Il n’y avait pas moyen de s’y tromper, cette fois : c’était bel et bien un cochon, et elle sentit qu’il serait parfaitement absurde de le porter plus loin.

Elle déposa donc la petite créature sur le sol et fut soulagée de le trottiner tranquillement vers le bois, où il pénétra. « S’il avait grandi, se dit-elle, ç’aurait fait un enfant horriblement laid ; mais je trouve que cela fait un assez joli cochon. » Elle se mit à penser aux autres enfants de sa connaissance qui auraient fait de très jolis cochons, et elle était en train de songer : « Si seulement on savait comment s’y prendre pour les transformer… » lorsqu’elle sursauta légèrement en voyant le Chat du Cheshire assis sur une branche d’arbre à quelques mètres d’elle.

Le Chat se contenta de sourire en voyant Alice. Elle lui trouva l’air fort aimable ; pourtant, il avait des griffes extrêmement longues et un très grand nombre de dents ; aussi, elle sentit qu’elle devait le traiter avec respect.

« Minet du Cheshire… », commença-t-elle assez timidement, car elle ne savait pas trop si ce nom lui plairait. Le Chat se contenta de sourire plus largement. « Allons, jusqu’ici il est satisfait, pensa Alice, qui continua : Voudriez-vous me dire, s’il vous plaît, quel chemin je dois prendre pour m’en aller d’ici ?

– Cela dépend beaucoup de l’endroit où tu veux aller, répondit le chat.

– Peu m’importe l’endroit… dit Alice.

– En ce cas, peu importe la route que tu prendras, répliqua-t-il.

– … pourvu que j’arrive quelque part, ajouta Alice en guise d’explication.

– Oh, tu ne manqueras pas d’arriver quelque part, si tu marches assez longtemps. »

Alice comprit que c’était indiscutable ; en conséquence elle essaya une autre question : « Quelle espèce de gens trouve-t-on dans ces parages ?

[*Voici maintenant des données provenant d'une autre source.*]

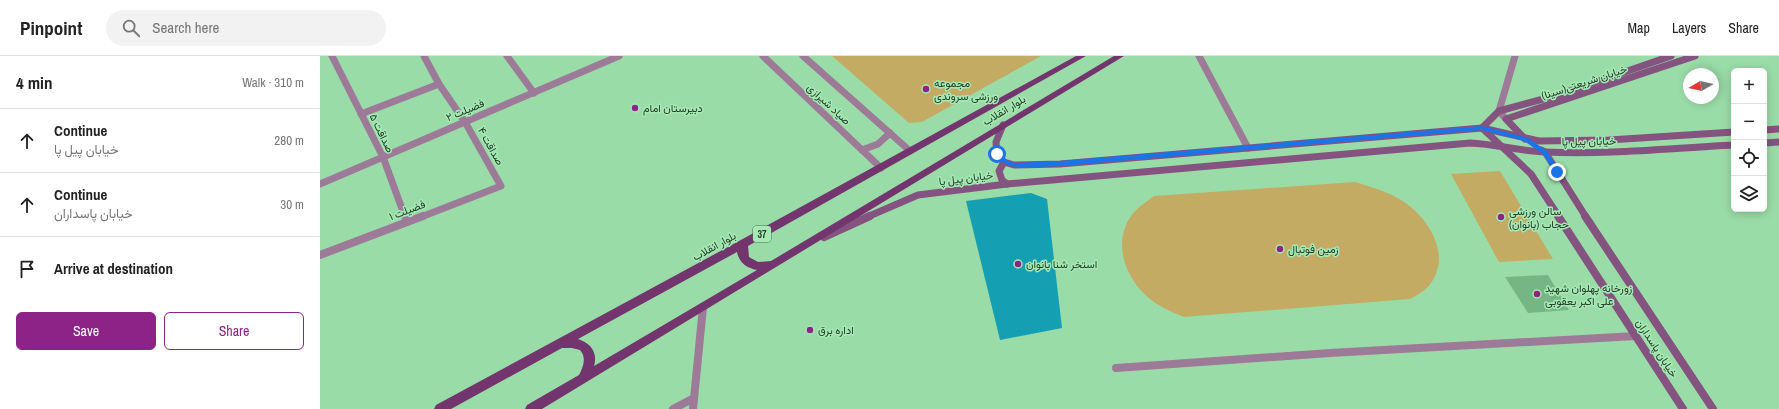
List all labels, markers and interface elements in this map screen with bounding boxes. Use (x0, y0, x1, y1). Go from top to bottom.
search box (106, 10, 386, 46)
text: Pinpoint (20, 15, 82, 41)
icon: search (120, 17, 142, 39)
text: Search here (152, 17, 219, 38)
text: Map (1628, 19, 1650, 37)
text: Layers (1672, 19, 1706, 37)
text: Share (1728, 19, 1759, 37)
street label: خیابان شریعتی(سینا) (1539, 62, 1629, 102)
north arrow (1683, 68, 1719, 104)
map controls (1731, 68, 1767, 212)
button: + (1731, 68, 1767, 104)
text: 4 min (16, 71, 52, 94)
text: Walk · 310 m (242, 74, 304, 91)
place label: مجموعه ورزشی سروندی (934, 76, 998, 103)
street label: صیاد شیرازی (804, 80, 854, 128)
marker: مجموعه ورزشی سروندی (921, 84, 931, 94)
street label: بلوار انقلاب (980, 92, 1028, 128)
street label: فضیلت ۲ (444, 96, 486, 124)
place label: دبیرستان امام (643, 101, 703, 116)
marker: دبیرستان امام (630, 103, 640, 113)
button: − (1731, 104, 1767, 140)
street label: صداقت ۵ (367, 111, 397, 155)
text: Continue (54, 120, 107, 141)
street label: صداقت ۴ (475, 124, 507, 168)
icon: ahead (16, 130, 38, 152)
text: 280 m (274, 132, 304, 149)
street label: خیابان پیل پا (1562, 134, 1616, 149)
button: locate (1731, 140, 1767, 176)
text: خیابان پیل پا (54, 141, 119, 158)
route start (988, 145, 1006, 163)
route end (1548, 163, 1566, 181)
street label: خیابان پیل پا (938, 168, 994, 189)
button: layers (1731, 176, 1767, 212)
text: Continue (54, 184, 107, 205)
icon: ahead (16, 194, 38, 216)
text: 30 m (280, 196, 304, 213)
street label: فضیلت ۱ (387, 197, 427, 223)
place label: سالن ورزشی حجاب (بانوان) (1509, 204, 1569, 231)
text: خیابان پاسداران (54, 205, 133, 222)
marker: سالن ورزشی حجاب (بانوان) (1496, 212, 1506, 222)
road number: 37 (753, 226, 771, 242)
street label: بلوار انقلاب (690, 228, 738, 264)
place label: زمین فوتبال (1288, 242, 1339, 256)
marker: زمین فوتبال (1275, 244, 1285, 254)
place label: استخر شنا بانوان (1026, 257, 1097, 271)
icon: arrive (16, 258, 38, 280)
text: Arrive at destination (54, 258, 173, 279)
marker: استخر شنا بانوان (1013, 259, 1023, 269)
place label: زورخانه پهلوان شهید علی اکبر یعقوبی (1545, 281, 1633, 308)
marker: زورخانه پهلوان شهید علی اکبر یعقوبی (1532, 289, 1542, 299)
button: Save (16, 312, 156, 350)
button: Share (164, 312, 304, 350)
street label: خیابان پاسداران (1632, 316, 1681, 380)
place label: اداره برق (818, 323, 854, 337)
marker: اداره برق (805, 325, 815, 335)

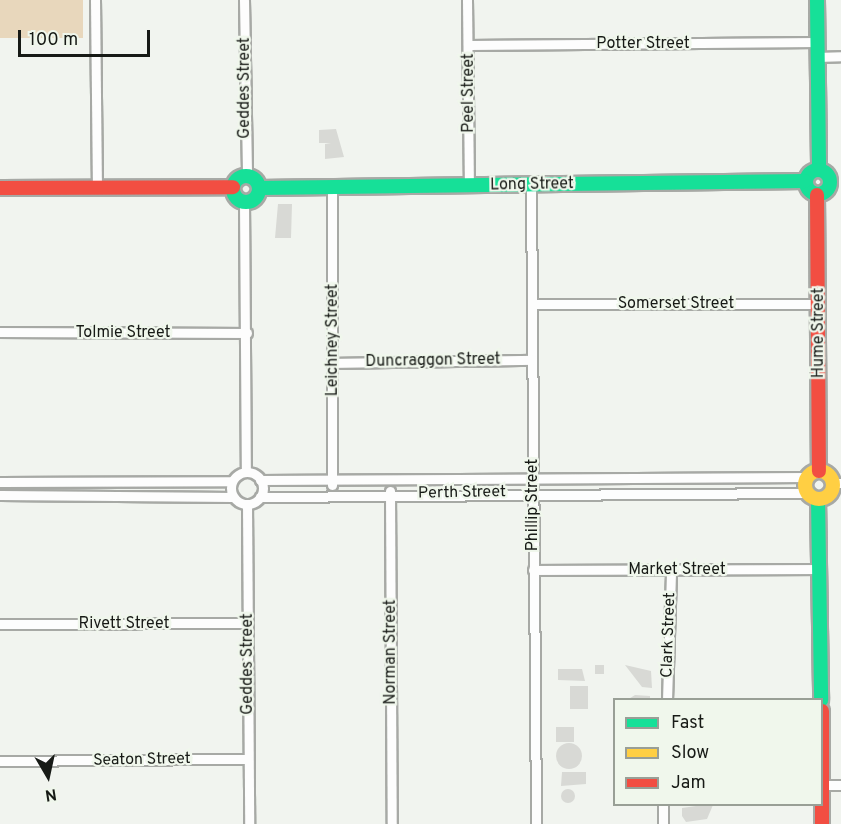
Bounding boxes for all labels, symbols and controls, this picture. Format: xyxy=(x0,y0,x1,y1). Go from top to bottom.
scale bar xyxy=(21,18,153,56)
text: 100 m xyxy=(29,29,78,52)
street label: Potter Street xyxy=(596,34,690,54)
street label: Geddes Street xyxy=(235,37,255,139)
street label: Peel Street xyxy=(459,53,479,133)
street label: Long Street xyxy=(490,175,574,195)
street label: Leichney Street xyxy=(323,284,343,396)
street label: Hume Street xyxy=(809,288,829,378)
street label: Somerset Street xyxy=(618,294,734,314)
street label: Tolmie Street xyxy=(75,323,171,343)
street label: Duncraggon Street xyxy=(365,350,501,372)
street label: Phillip Street xyxy=(523,459,543,551)
street label: Perth Street xyxy=(418,483,506,503)
street label: Market Street xyxy=(628,560,726,580)
street label: Clark Street xyxy=(658,592,680,678)
street label: Norman Street xyxy=(381,599,401,705)
street label: Geddes Street xyxy=(238,613,258,715)
street label: Rivett Street xyxy=(79,614,169,634)
legend xyxy=(613,698,823,806)
text: Fast xyxy=(671,712,704,735)
text: Slow xyxy=(671,742,709,765)
north arrow xyxy=(18,746,78,806)
street label: Seaton Street xyxy=(93,750,191,770)
text: Jam xyxy=(671,772,706,795)
text: N xyxy=(44,783,58,805)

– Dans cette direction-ci, répondit le Chat, en faisant un vague geste de sa patte droite, habite un Chapelier ; et dans cette direction-là (il fit un geste de sa patte gauche), habite un Lièvre de Mars. Tu peux aller rendre visite à l’un ou à l’autre : ils sont fous tous les deux.

– Mais je ne veux pas aller parmi les fous, fit remarquer Alice.

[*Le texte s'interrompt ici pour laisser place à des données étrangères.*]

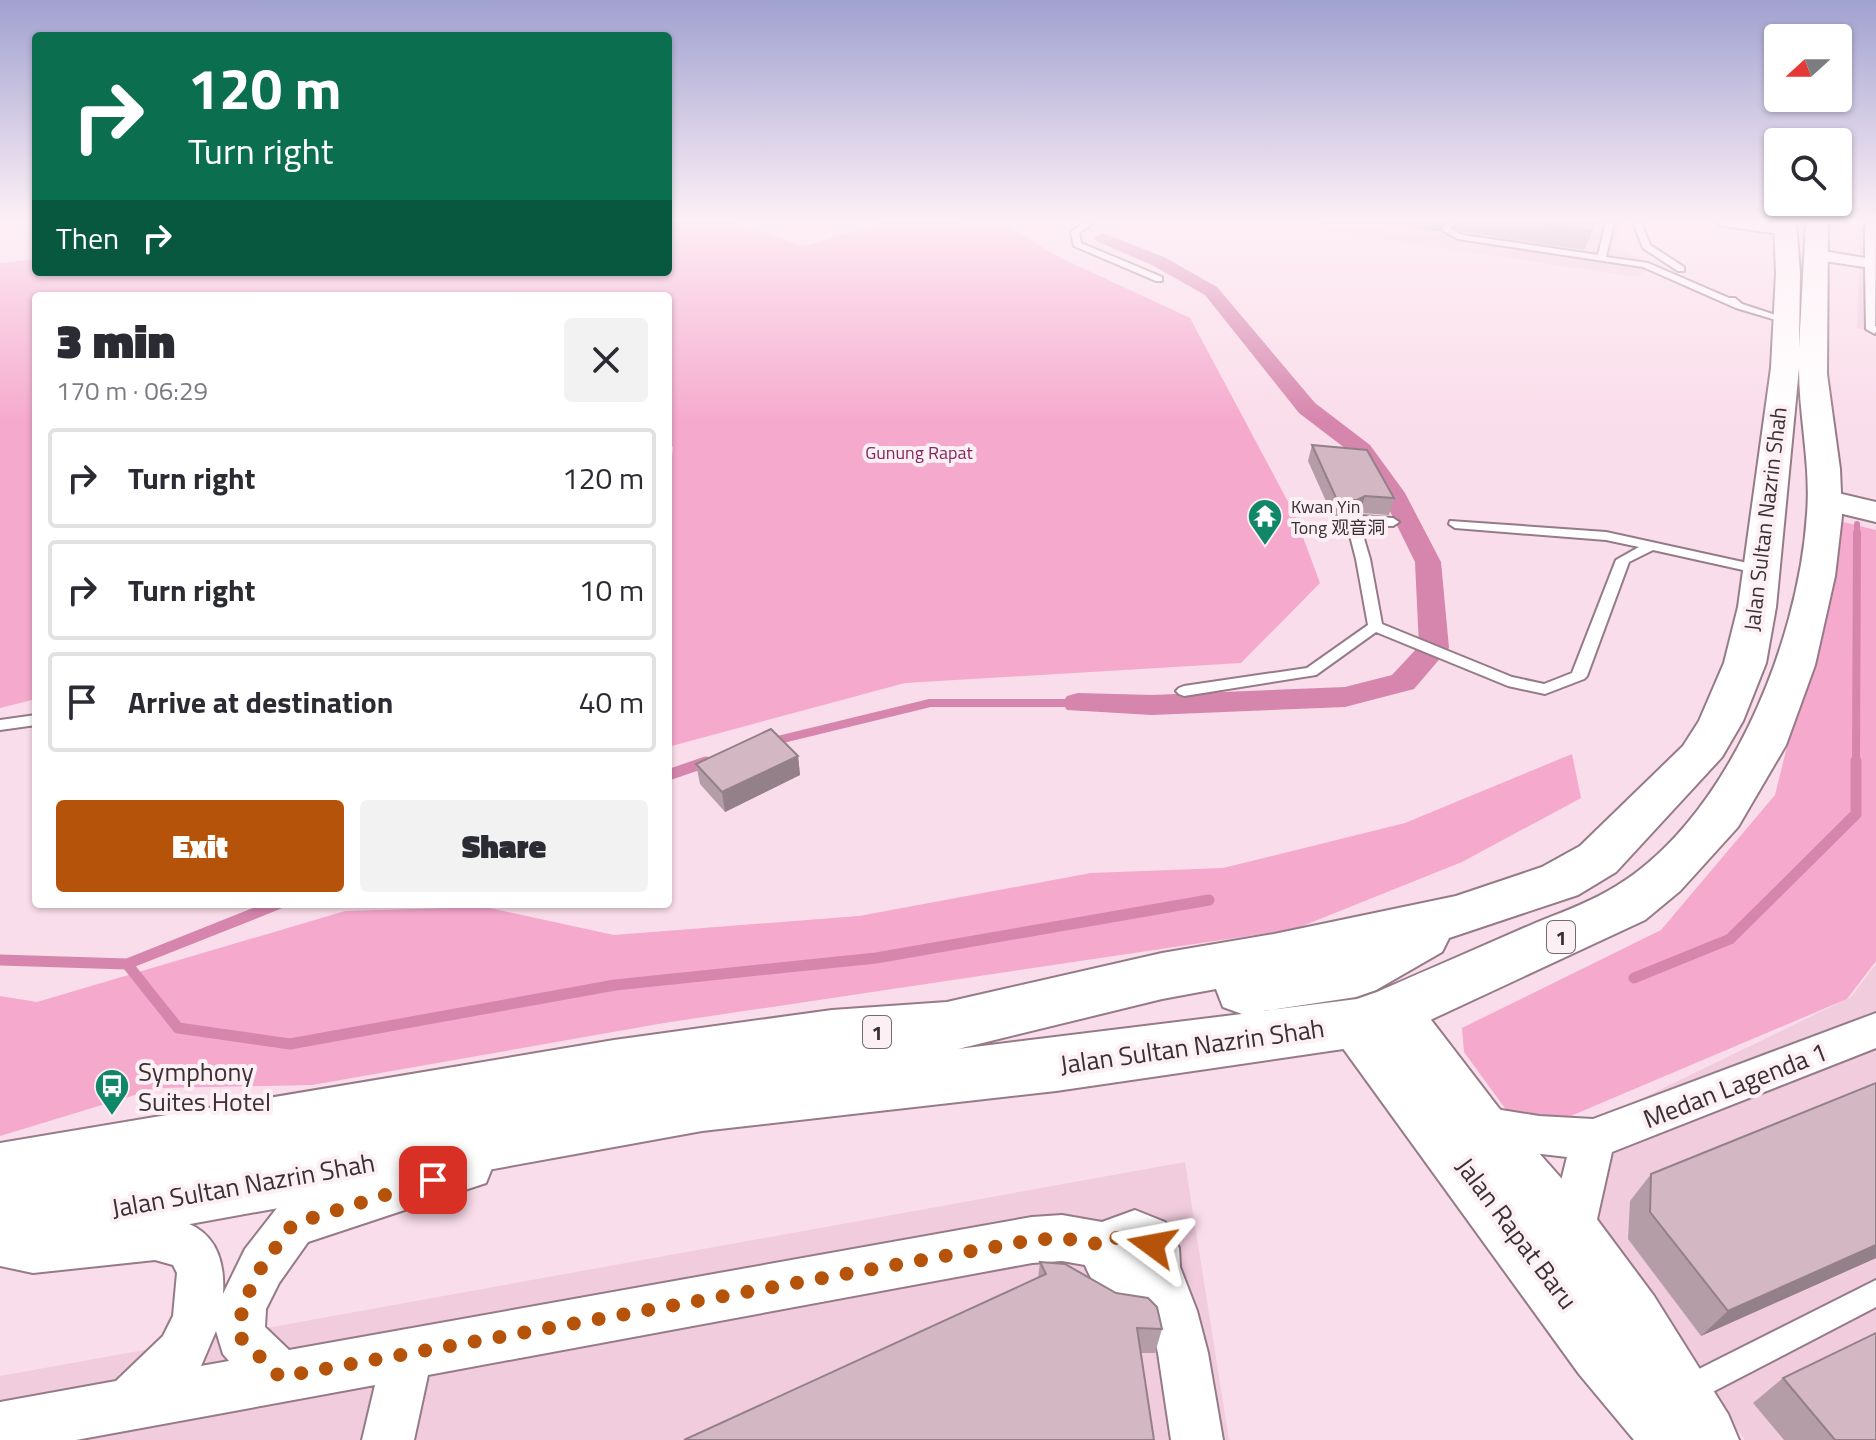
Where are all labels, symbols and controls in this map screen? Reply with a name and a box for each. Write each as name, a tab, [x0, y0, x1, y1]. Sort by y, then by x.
north arrow	[1764, 24, 1852, 112]
map controls	[1764, 24, 1852, 216]
text: 120 m	[188, 46, 341, 131]
icon: right	[56, 64, 160, 168]
text: Turn right	[188, 123, 333, 178]
button: search	[1764, 128, 1852, 216]
text: Then	[56, 215, 119, 261]
icon: right	[135, 216, 179, 260]
text: 3 min	[56, 304, 175, 377]
button: close	[564, 318, 648, 402]
text: 170 m · 06:29	[56, 371, 208, 410]
street label: Jalan Sultan Nazrin Shah	[1734, 405, 1796, 633]
park label: Gunung Rapat	[865, 439, 974, 466]
text: Turn right	[128, 455, 256, 501]
text: 120 m	[562, 455, 644, 501]
icon: right	[60, 456, 104, 500]
place label: Kwan Yin Tong 观音洞	[1291, 493, 1385, 541]
temple icon: Kwan Yin Tong 观音洞	[1246, 497, 1284, 547]
text: Turn right	[128, 567, 256, 613]
text: 10 m	[579, 567, 644, 613]
icon: right	[60, 568, 104, 612]
text: Arrive at destination	[128, 679, 393, 725]
text: 40 m	[579, 679, 644, 725]
icon: arrive	[60, 680, 104, 724]
button: Exit	[56, 800, 344, 892]
button: Share	[360, 800, 648, 892]
road number: 1	[1547, 921, 1575, 953]
street label: Jalan Sultan Nazrin Shah	[1057, 1008, 1327, 1084]
road number: 1	[863, 1016, 891, 1048]
street label: Medan Lagenda 1	[1637, 1032, 1833, 1138]
place label: Symphony Suites Hotel	[138, 1052, 271, 1121]
bus stop icon: Symphony Suites Hotel	[93, 1067, 131, 1117]
street label: Jalan Sultan Nazrin Shah	[108, 1143, 378, 1227]
pin	[399, 1146, 467, 1214]
street label: Jalan Rapat Baru	[1447, 1149, 1587, 1317]
icon: arrive	[411, 1158, 455, 1202]
position arrow	[1110, 1203, 1194, 1287]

– Impossible de faire autrement, dit le Chat ; nous sommes tous fous ici. Je suis fou. Tu es folle.

– Comment savez-vous que je suis folle ? demanda Alice.

– Tu dois l’être, répondit le Chat, autrement tu ne serais pas venue ici. »

Alice pensait que ce n’était pas une preuve suffisante, mais elle continua : « Et comment savez-vous que vous êtes fou ?

– Pour commencer, dit le Chat, est-ce que tu m’accordes qu’un chien n’est pas fou ?

– Sans doute.

– Eh bien, vois-tu, continua le Chat, tu remarqueras qu’un chien gronde lorsqu’il est en colère, et remue la queue lorsqu’il est content. Or, moi, je gronde quand je suis content, et je remue la queue quand je suis en colère. Donc, je suis fou.

– Moi j’appelle cela ronronner, pas gronder, objecta Alice.

– Appelle cela comme tu voudras, dit le Chat. Est-ce que tu es de la partie de croquet de la Reine, cet après-midi ?

– Je voudrais bien, répondit Alice, mais je n’ai pas encore été invitée.

– Tu m’y verras », dit le Chat et il disparut.

Alice ne s’en étonna guère, tellement elle était habituée à voir se passer des choses bizarres. Pendant qu’elle regardait l’endroit où le Chat s’était trouvé, il réapparut.

« A propos, fit-il, qu’est devenu le bébé ? J’allais oublier de te le demander.

– Il s’est transformé en cochon », répondit Alice d’une voix calme, comme si c’était la chose la plus naturelle du monde.

« Cela ne m’étonne pas », déclara le Chat, et il disparut à nouveau.

Alice attendit encore un peu, dans l’espoir de le voir réapparaître, mais il n’en fit rien, et, au bout d’une ou deux minutes, elle s’en alla vers l’endroit où on lui avait dit qu’habitait le Lièvre de Mars. « J’ai déjà vu des chapeliers, se dit-elle ; le Lièvre de Mars sera beaucoup plus intéressant à voir, et, comme nous sommes en mai, peut-être qu’il ne sera pas fou furieux… ; du moins peut-être sera-t-il moins fou qu’il ne l’était en mars. » Comme elle prononçait ces mots, elle leva les yeux, et voilà qu’elle aperçut à nouveau le Chat, assis sur une branche.

« Est-ce que tu as dit : “cochon”, ou “cocon” ? demanda-t-il.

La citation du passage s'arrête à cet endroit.